Gratitude then could well rate as a remedy, second only to immunosuppressants.We found that increased feelings of gratitude can cause people's well-being and quality of life to improve," said Robert Emmons, a UC Davis professor who specializes in the study of gratitude.
Emmons conducted the study with Stefanie Greiner and Stephanie Ivie of the Mississippi University for Women.
The study included four male and 12 female transplant recipients recruited via transplant e-mail groups and Web sites for transplant recipients.
After completing initial questionnaires about their health and wellbeing, the subjects were randomly assigned to one of two groups. One group kept routine daily notes about medication side-effects, how they felt about life overall, how connected they were to others and how they felt about the upcoming day.
Patients in the other group answered the same questions but were also asked to list five things or people they were grateful for each day and why they were grateful for them. They were asked to reflect on what they wrote as well.

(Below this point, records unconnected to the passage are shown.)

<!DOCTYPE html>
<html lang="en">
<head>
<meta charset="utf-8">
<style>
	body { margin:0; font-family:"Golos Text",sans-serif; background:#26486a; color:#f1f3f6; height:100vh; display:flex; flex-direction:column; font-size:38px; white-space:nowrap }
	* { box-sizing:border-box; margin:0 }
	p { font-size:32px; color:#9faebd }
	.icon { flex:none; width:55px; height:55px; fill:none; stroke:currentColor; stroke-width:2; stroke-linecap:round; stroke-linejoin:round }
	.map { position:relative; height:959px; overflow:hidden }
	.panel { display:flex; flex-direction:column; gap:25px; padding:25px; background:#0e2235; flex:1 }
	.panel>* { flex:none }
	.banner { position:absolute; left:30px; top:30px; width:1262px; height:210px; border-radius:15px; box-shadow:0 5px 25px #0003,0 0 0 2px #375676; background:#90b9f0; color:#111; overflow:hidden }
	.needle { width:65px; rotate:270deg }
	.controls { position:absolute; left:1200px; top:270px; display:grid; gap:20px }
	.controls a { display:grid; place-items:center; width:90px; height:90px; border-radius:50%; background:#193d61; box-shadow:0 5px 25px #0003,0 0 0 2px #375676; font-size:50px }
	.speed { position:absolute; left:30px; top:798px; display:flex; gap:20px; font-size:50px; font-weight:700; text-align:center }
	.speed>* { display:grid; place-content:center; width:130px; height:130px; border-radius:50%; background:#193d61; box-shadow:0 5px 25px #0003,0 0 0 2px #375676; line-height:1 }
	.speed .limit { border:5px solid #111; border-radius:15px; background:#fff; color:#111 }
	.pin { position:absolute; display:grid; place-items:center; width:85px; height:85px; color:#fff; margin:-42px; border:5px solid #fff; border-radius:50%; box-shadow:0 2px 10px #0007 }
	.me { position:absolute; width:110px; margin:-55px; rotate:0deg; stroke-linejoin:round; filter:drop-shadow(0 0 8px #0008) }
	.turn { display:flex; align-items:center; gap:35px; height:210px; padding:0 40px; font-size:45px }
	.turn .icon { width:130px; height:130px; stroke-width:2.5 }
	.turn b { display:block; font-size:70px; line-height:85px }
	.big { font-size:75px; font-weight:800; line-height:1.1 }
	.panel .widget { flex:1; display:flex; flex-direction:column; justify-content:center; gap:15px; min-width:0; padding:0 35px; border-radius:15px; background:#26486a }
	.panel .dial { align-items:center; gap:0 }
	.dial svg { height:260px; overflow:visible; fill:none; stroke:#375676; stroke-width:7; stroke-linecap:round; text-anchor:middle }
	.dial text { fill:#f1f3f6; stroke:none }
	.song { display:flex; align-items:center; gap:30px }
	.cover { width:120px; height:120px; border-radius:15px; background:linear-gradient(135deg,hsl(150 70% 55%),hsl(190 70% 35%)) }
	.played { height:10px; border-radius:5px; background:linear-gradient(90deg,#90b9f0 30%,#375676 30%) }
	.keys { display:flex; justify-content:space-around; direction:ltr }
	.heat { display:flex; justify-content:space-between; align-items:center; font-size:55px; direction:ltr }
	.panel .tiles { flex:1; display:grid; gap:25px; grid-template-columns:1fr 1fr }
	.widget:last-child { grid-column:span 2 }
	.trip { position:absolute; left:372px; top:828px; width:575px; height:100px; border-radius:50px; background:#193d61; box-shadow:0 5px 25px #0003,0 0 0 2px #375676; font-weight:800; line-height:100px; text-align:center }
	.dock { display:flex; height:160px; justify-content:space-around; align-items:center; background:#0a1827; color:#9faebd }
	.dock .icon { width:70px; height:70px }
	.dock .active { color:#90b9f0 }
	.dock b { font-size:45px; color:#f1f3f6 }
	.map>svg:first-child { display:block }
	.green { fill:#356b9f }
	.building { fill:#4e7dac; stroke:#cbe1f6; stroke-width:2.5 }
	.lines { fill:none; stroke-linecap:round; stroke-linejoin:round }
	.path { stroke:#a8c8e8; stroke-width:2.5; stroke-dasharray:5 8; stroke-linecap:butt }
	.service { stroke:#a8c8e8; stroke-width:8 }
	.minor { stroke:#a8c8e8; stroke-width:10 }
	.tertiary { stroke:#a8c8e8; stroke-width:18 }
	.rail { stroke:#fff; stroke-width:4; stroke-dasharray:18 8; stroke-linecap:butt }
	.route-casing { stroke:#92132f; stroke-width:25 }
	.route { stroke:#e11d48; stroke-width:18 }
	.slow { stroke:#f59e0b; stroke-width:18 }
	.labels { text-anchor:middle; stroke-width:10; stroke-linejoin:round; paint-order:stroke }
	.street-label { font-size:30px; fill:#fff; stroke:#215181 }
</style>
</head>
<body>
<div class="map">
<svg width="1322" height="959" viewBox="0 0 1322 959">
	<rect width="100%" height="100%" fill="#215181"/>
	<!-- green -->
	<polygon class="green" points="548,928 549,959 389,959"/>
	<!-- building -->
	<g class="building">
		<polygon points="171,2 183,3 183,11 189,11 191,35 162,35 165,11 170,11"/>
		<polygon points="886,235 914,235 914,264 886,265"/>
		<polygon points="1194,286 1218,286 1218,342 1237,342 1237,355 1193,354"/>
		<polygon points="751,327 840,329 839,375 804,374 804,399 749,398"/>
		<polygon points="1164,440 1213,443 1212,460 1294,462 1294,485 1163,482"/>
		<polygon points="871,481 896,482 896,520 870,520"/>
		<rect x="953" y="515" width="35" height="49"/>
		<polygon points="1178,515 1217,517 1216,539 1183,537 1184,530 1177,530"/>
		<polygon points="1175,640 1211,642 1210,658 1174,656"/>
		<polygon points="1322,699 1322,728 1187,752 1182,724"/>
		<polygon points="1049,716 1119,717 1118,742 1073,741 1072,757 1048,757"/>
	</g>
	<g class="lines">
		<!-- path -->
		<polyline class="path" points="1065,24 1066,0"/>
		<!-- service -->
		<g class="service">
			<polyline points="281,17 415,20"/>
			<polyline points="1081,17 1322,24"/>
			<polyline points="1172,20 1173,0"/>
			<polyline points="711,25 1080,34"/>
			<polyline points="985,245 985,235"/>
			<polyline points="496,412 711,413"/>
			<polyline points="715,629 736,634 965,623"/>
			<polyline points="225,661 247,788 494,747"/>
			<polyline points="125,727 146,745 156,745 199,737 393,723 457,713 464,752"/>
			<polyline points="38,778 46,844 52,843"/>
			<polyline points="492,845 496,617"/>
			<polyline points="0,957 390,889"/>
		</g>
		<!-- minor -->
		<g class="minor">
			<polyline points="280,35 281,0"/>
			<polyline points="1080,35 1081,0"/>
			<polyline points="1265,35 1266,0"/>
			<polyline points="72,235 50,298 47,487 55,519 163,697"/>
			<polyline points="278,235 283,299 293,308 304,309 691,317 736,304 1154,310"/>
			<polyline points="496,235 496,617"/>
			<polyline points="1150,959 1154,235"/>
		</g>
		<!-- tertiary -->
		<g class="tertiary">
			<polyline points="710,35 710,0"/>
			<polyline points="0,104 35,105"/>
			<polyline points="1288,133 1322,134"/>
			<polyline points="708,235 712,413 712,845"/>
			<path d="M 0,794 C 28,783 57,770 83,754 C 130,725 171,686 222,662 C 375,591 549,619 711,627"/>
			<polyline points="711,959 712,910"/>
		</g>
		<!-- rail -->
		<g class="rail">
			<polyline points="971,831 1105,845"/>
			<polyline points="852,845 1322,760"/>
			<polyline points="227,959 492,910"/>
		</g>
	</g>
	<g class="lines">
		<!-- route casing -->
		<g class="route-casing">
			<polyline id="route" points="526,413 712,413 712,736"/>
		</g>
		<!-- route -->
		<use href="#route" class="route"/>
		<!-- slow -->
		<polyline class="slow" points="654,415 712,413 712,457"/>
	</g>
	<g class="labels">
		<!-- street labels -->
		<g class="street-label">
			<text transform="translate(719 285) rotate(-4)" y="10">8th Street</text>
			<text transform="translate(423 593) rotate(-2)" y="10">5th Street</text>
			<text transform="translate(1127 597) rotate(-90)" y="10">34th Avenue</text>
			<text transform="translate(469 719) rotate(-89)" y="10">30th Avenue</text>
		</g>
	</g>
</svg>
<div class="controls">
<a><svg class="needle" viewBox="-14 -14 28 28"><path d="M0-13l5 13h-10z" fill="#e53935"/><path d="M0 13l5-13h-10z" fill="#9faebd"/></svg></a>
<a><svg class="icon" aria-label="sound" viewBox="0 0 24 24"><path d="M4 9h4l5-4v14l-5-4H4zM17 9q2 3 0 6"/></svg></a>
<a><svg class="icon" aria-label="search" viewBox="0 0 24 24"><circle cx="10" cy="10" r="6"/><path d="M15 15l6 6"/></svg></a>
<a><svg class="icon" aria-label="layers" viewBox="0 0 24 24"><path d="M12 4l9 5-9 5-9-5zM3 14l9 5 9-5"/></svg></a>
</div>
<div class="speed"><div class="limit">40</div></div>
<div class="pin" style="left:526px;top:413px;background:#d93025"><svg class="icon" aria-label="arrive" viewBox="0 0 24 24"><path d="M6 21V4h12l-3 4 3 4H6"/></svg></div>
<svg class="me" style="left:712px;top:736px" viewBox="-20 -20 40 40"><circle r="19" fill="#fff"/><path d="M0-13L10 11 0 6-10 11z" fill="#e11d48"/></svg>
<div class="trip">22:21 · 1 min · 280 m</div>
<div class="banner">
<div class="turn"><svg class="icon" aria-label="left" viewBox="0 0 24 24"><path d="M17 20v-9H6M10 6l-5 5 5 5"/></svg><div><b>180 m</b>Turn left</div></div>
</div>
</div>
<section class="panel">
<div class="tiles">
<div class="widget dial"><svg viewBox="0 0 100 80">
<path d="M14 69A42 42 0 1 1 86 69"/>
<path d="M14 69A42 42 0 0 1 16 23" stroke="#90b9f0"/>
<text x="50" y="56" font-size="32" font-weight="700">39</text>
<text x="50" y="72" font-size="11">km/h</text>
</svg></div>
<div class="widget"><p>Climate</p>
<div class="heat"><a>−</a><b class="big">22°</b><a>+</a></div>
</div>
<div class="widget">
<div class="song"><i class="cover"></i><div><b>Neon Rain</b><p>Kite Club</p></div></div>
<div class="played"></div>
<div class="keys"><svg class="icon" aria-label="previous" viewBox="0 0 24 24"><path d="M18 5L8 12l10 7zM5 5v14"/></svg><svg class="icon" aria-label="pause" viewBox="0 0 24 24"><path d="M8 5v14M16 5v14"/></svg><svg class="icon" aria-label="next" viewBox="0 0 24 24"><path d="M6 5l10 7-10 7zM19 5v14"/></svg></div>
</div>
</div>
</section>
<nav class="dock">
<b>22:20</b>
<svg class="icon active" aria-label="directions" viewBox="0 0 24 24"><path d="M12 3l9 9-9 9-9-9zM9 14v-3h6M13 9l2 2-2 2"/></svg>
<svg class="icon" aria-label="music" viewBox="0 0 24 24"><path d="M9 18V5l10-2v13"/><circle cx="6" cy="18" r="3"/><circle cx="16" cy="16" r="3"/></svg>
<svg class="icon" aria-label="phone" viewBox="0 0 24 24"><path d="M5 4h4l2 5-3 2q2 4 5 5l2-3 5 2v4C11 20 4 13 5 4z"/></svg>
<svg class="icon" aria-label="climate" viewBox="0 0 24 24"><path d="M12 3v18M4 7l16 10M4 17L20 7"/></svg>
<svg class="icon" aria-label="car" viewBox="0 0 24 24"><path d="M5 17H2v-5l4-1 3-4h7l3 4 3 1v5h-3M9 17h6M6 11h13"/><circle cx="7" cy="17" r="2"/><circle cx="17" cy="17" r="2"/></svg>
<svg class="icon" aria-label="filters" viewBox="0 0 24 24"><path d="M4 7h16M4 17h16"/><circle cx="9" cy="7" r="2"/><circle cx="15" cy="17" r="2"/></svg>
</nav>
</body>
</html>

After 21 days, mental health and general wellbeing scores had risen for patients in the gratitude group but declined for those in the control group. Patients in the control group also reported a loss of vitality, while the grateful patients experienced no change.
"It's likely that health and vitality scores declined in the control group because, unlike the experimental group, they did not benefit from the protective effect of gratitude," Emmons said. "Having a chronic medical condition puts one at risk for deteriorating mental health, and a reduction in one's sense of general health and vitality is an indicator of this. Gratitude may serve as a buffer against these risks."
Emmons is a leading contributor to the positive psychology movement and the author of the recently released book "Thanks! How the New Science of Gratitude Can Make You Happier."